Posted on 5 September 2013

Samsung has finally announced its hotly anticipated third instalment in the Galaxy Note series. But what's changed since the Galaxy Note 2 arrived on the scene? Here's Carphone Warehouse's guide to the differences between the Galaxy Note 3 and the Galaxy Note 2.

New design.

Despite bringing a larger display, a 5.7" panel compared to a 5.5" one, the Galaxy Note 3 has lost weight. It's just 168g compared to the Galaxy Note 2's 183g. It's smaller too, measuring 151.2 x 79.2 x 8.3mm, whereas the Galaxy Note 2 is 151.1 x 80.5 x 9.4mm.

The most noticeable difference though is that the back now features a stitched leather finish to give it a notebook feel. It adds a touch of quality to the plastic frame. Samsung has also added a colour option for the Note 3. As well as the usual black and white there's a soft pink version, which is sure to make your smartphone stand out from the crowd. So in terms of design the Galaxy Note 3's overhaul makes it more of a looker and easier to hold.

Bigger screen.

With phablets it's all about the size of your screen. Samsung has bumped the screen size up on the Galaxy Note 3, from 5.5" on the Galaxy Note 2 a sharp 5.7" one. That might not sound like a lot but the extra diagonal size makes a noticeable difference.

More importantly though, the resolution has been taken up to 1080p full HD from 720p. That means the Galaxy Note 3 has a pixel density of 386 pixels per inch compared to the Galaxy Note 2's 267 pixels per inch, so things will be sharper and more detailed.

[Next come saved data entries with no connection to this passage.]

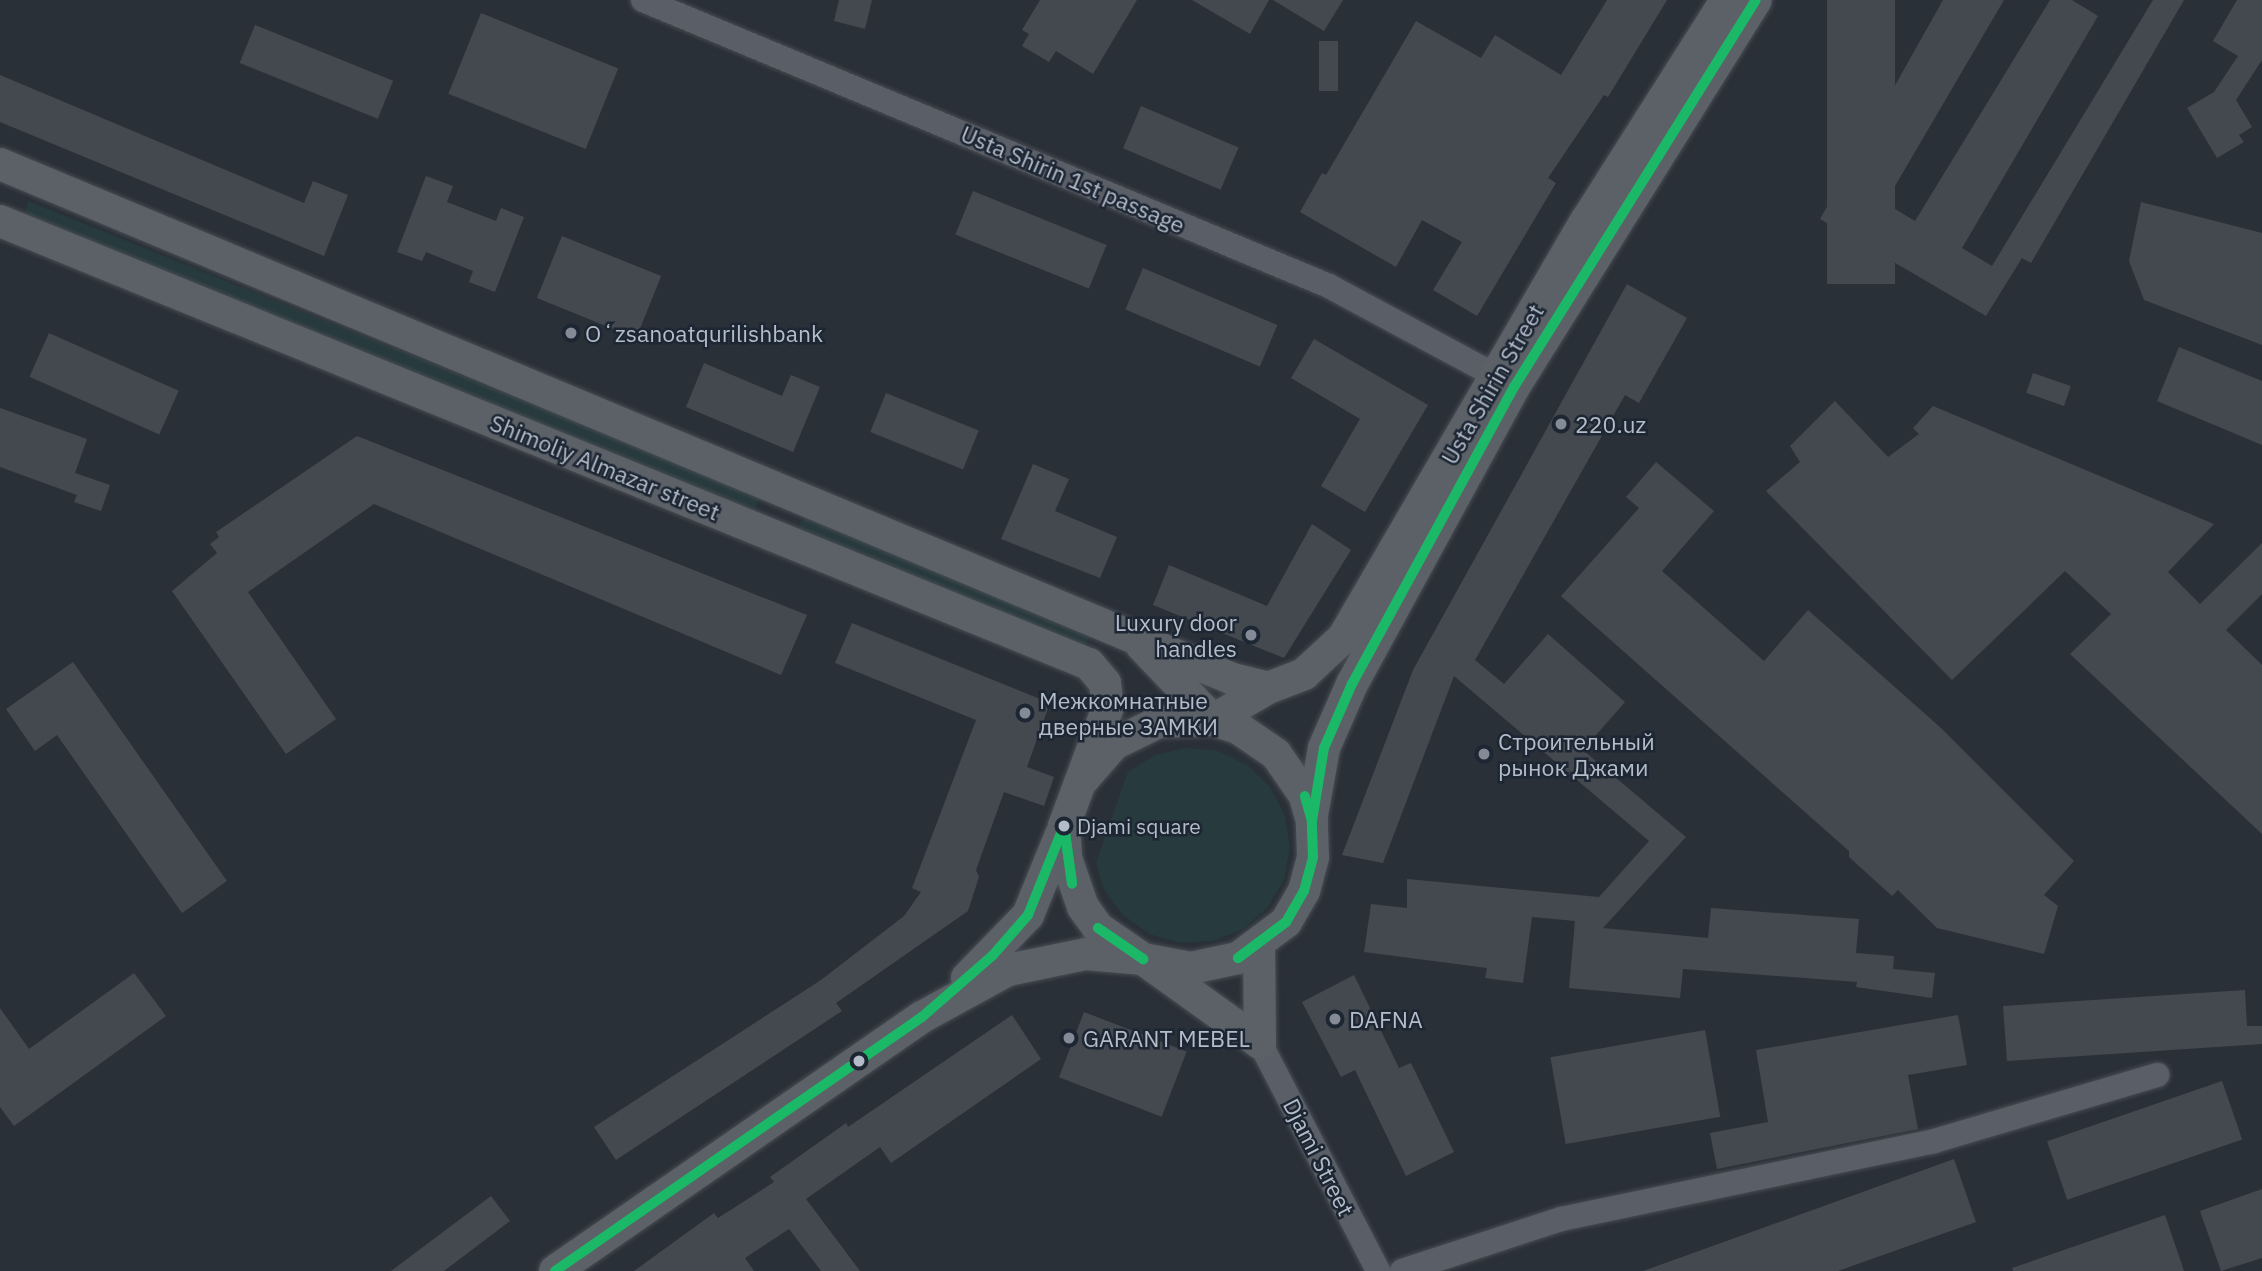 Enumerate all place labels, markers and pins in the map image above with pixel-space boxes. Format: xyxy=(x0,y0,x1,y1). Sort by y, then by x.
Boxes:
place label: Oʻzsanoatqurilishbank xyxy=(585,319,823,347)
marker: Oʻzsanoatqurilishbank xyxy=(563,325,579,341)
place label: 220.uz xyxy=(1575,410,1646,438)
marker: 220.uz xyxy=(1553,416,1569,432)
place label: Luxury door handles xyxy=(1115,608,1237,662)
marker: Luxury door handles xyxy=(1243,627,1259,643)
place label: Межкомнатные дверные ЗАМКИ xyxy=(1039,686,1218,740)
marker: Межкомнатные дверные ЗАМКИ xyxy=(1017,705,1033,721)
place label: Строительный рынок Джами xyxy=(1498,727,1655,781)
marker: Строительный рынок Джами xyxy=(1476,746,1492,762)
place label: Djami square xyxy=(1077,813,1201,839)
marker: Djami square xyxy=(1057,819,1071,833)
place label: DAFNA xyxy=(1349,1005,1423,1033)
marker: DAFNA xyxy=(1327,1011,1343,1027)
place label: GARANT MEBEL xyxy=(1083,1024,1250,1052)
marker: GARANT MEBEL xyxy=(1061,1030,1077,1046)
unlabelled marker xyxy=(852,1054,866,1068) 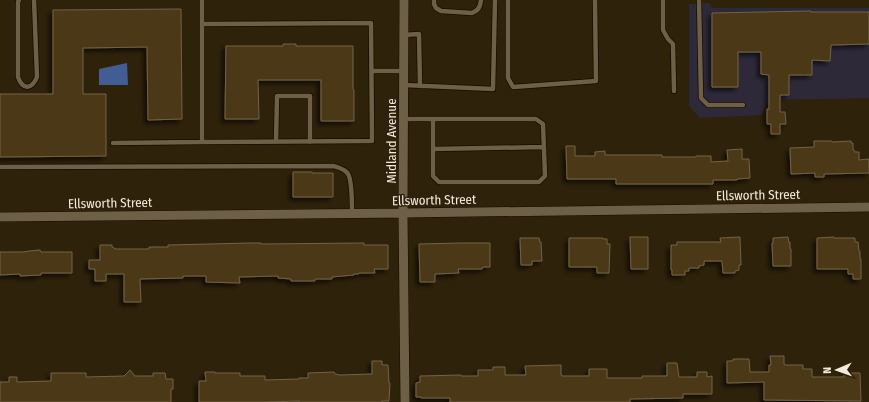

The Galaxy Note 3 has kept the Super AMOLED screen tech of the Galaxy Note 2 so both are very bright, with high contrast and vivid colours. Thanks to the bigger screen size and higher resolution the Galaxy Note 3 is the clear winner when it comes to displays. You're pictures and videos will be sharper and you'll notice much finer detail.

Pure power.

The Note series was designed to be a great productivity device. Part of that means it needs enough power to keep up with the people using it. The Galaxy Note 3, therefore, has a 2.3GHz quad-core Qualcomm Snapdragon 800 processor with a whopping 3GB RAM. That makes it the first phone with 3GB RAM, something that's crucial for anyone wanting to use the massive screen for seamless multitasking. The Galaxy Note 2 sounds rather average by comparison, with a 1.6GHz quad-core processor and 2GB of RAM. Power is on the side of the new model.

To keep the impressive processor ticking over there's a slightly larger 3,200mAh battery. Given the Galaxy Note 2's 3,100mAh battery gave most users a couple of day's life, we'd expect the new phablet to easily last a day out of the office.

Simple software.

Part of the reason that Samsung has given the Galaxy Note 3 3GB RAM is the new software features. The S-Pen, for instance, can now draw a window of any size and shape that you can drop an application into. That's an unrivalled multitasking feature that'll give you complete flexibility to do more than one thing at a time. The Galaxy Note 3 also introduces Air Command, which will bring up a range of functions with the new S Pen that make simple tasks faster.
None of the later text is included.